# EXERCISE DETAILS:
Copy the data that follows, exactly and completely.
━━━━━ RECORD SET ━━━━━
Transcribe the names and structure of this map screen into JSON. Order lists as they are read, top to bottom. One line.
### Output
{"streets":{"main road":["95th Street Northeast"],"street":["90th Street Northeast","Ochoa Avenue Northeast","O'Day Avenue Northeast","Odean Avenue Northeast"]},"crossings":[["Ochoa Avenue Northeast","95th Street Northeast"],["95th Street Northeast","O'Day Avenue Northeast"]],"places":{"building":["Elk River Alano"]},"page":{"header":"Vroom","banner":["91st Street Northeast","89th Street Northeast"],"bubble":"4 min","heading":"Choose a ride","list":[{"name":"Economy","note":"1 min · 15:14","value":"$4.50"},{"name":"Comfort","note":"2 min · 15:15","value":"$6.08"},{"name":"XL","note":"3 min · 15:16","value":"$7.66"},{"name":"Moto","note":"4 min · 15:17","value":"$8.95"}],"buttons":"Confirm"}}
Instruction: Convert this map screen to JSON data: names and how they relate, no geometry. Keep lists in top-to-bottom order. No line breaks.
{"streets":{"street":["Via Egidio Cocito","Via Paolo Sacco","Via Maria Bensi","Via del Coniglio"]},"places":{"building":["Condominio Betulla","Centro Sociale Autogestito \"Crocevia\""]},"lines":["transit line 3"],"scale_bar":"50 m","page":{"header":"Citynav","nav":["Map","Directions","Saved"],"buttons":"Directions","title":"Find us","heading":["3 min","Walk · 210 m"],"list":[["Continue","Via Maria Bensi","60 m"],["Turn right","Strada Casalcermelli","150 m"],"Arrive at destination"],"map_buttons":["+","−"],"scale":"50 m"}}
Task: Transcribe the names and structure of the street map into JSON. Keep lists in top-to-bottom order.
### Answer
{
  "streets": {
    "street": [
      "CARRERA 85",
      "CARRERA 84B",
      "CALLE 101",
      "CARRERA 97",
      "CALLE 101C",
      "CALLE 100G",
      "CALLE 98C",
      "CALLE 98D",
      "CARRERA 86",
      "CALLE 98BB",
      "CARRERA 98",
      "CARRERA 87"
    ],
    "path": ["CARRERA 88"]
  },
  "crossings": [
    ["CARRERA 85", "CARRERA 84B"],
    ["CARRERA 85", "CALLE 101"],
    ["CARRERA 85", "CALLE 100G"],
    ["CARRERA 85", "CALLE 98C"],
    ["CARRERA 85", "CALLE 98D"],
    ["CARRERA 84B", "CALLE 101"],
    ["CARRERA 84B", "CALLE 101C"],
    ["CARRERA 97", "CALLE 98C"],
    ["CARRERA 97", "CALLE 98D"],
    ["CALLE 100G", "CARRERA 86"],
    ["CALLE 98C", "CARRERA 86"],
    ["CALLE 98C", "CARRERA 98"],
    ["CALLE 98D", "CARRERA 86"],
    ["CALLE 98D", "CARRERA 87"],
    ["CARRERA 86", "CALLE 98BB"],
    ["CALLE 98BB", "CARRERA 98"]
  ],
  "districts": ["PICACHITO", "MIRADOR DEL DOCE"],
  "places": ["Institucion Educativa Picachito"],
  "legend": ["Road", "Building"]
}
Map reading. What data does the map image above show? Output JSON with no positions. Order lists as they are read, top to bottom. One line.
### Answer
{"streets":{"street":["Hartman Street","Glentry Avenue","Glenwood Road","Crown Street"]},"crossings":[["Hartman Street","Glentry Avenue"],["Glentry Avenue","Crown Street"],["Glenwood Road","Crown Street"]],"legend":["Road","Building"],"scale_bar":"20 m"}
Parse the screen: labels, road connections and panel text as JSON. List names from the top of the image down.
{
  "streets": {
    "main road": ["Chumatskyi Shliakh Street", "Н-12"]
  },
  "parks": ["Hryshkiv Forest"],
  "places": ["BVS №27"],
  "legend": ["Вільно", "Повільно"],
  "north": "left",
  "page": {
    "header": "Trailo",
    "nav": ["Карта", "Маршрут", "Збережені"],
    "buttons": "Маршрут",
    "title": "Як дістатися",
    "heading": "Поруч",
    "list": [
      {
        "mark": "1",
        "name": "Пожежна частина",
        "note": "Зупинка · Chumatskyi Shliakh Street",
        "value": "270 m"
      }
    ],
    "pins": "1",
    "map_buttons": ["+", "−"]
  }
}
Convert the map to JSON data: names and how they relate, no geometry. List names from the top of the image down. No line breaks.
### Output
━━━━━
# RESPONSE BELOW:
Transcribe the names and structure of this map screen into JSON. Order lists as they are read, top to bottom. One line.
### Output
{"streets":{"main road":["95th Street Northeast"],"street":["90th Street Northeast","Ochoa Avenue Northeast","O'Day Avenue Northeast","Odean Avenue Northeast"]},"crossings":[["Ochoa Avenue Northeast","95th Street Northeast"],["95th Street Northeast","O'Day Avenue Northeast"]],"places":{"building":["Elk River Alano"]},"page":{"header":"Vroom","banner":["91st Street Northeast","89th Street Northeast"],"bubble":"4 min","heading":"Choose a ride","list":[{"name":"Economy","note":"1 min · 15:14","value":"$4.50"},{"name":"Comfort","note":"2 min · 15:15","value":"$6.08"},{"name":"XL","note":"3 min · 15:16","value":"$7.66"},{"name":"Moto","note":"4 min · 15:17","value":"$8.95"}],"buttons":"Confirm"}}
Instruction: Convert this map screen to JSON data: names and how they relate, no geometry. Keep lists in top-to-bottom order. No line breaks.
{"streets":{"street":["Via Egidio Cocito","Via Paolo Sacco","Via Maria Bensi","Via del Coniglio"]},"places":{"building":["Condominio Betulla","Centro Sociale Autogestito \"Crocevia\""]},"lines":["transit line 3"],"scale_bar":"50 m","page":{"header":"Citynav","nav":["Map","Directions","Saved"],"buttons":"Directions","title":"Find us","heading":["3 min","Walk · 210 m"],"list":[["Continue","Via Maria Bensi","60 m"],["Turn right","Strada Casalcermelli","150 m"],"Arrive at destination"],"map_buttons":["+","−"],"scale":"50 m"}}
Task: Transcribe the names and structure of the street map into JSON. Keep lists in top-to-bottom order.
### Answer
{
  "streets": {
    "street": [
      "CARRERA 85",
      "CARRERA 84B",
      "CALLE 101",
      "CARRERA 97",
      "CALLE 101C",
      "CALLE 100G",
      "CALLE 98C",
      "CALLE 98D",
      "CARRERA 86",
      "CALLE 98BB",
      "CARRERA 98",
      "CARRERA 87"
    ],
    "path": ["CARRERA 88"]
  },
  "crossings": [
    ["CARRERA 85", "CARRERA 84B"],
    ["CARRERA 85", "CALLE 101"],
    ["CARRERA 85", "CALLE 100G"],
    ["CARRERA 85", "CALLE 98C"],
    ["CARRERA 85", "CALLE 98D"],
    ["CARRERA 84B", "CALLE 101"],
    ["CARRERA 84B", "CALLE 101C"],
    ["CARRERA 97", "CALLE 98C"],
    ["CARRERA 97", "CALLE 98D"],
    ["CALLE 100G", "CARRERA 86"],
    ["CALLE 98C", "CARRERA 86"],
    ["CALLE 98C", "CARRERA 98"],
    ["CALLE 98D", "CARRERA 86"],
    ["CALLE 98D", "CARRERA 87"],
    ["CARRERA 86", "CALLE 98BB"],
    ["CALLE 98BB", "CARRERA 98"]
  ],
  "districts": ["PICACHITO", "MIRADOR DEL DOCE"],
  "places": ["Institucion Educativa Picachito"],
  "legend": ["Road", "Building"]
}
Map reading. What data does the map image above show? Output JSON with no positions. Order lists as they are read, top to bottom. One line.
### Answer
{"streets":{"street":["Hartman Street","Glentry Avenue","Glenwood Road","Crown Street"]},"crossings":[["Hartman Street","Glentry Avenue"],["Glentry Avenue","Crown Street"],["Glenwood Road","Crown Street"]],"legend":["Road","Building"],"scale_bar":"20 m"}
Parse the screen: labels, road connections and panel text as JSON. List names from the top of the image down.
{
  "streets": {
    "main road": ["Chumatskyi Shliakh Street", "Н-12"]
  },
  "parks": ["Hryshkiv Forest"],
  "places": ["BVS №27"],
  "legend": ["Вільно", "Повільно"],
  "north": "left",
  "page": {
    "header": "Trailo",
    "nav": ["Карта", "Маршрут", "Збережені"],
    "buttons": "Маршрут",
    "title": "Як дістатися",
    "heading": "Поруч",
    "list": [
      {
        "mark": "1",
        "name": "Пожежна частина",
        "note": "Зупинка · Chumatskyi Shliakh Street",
        "value": "270 m"
      }
    ],
    "pins": "1",
    "map_buttons": ["+", "−"]
  }
}
Convert the map to JSON data: names and how they relate, no geometry. List names from the top of the image down. No line breaks.
### Output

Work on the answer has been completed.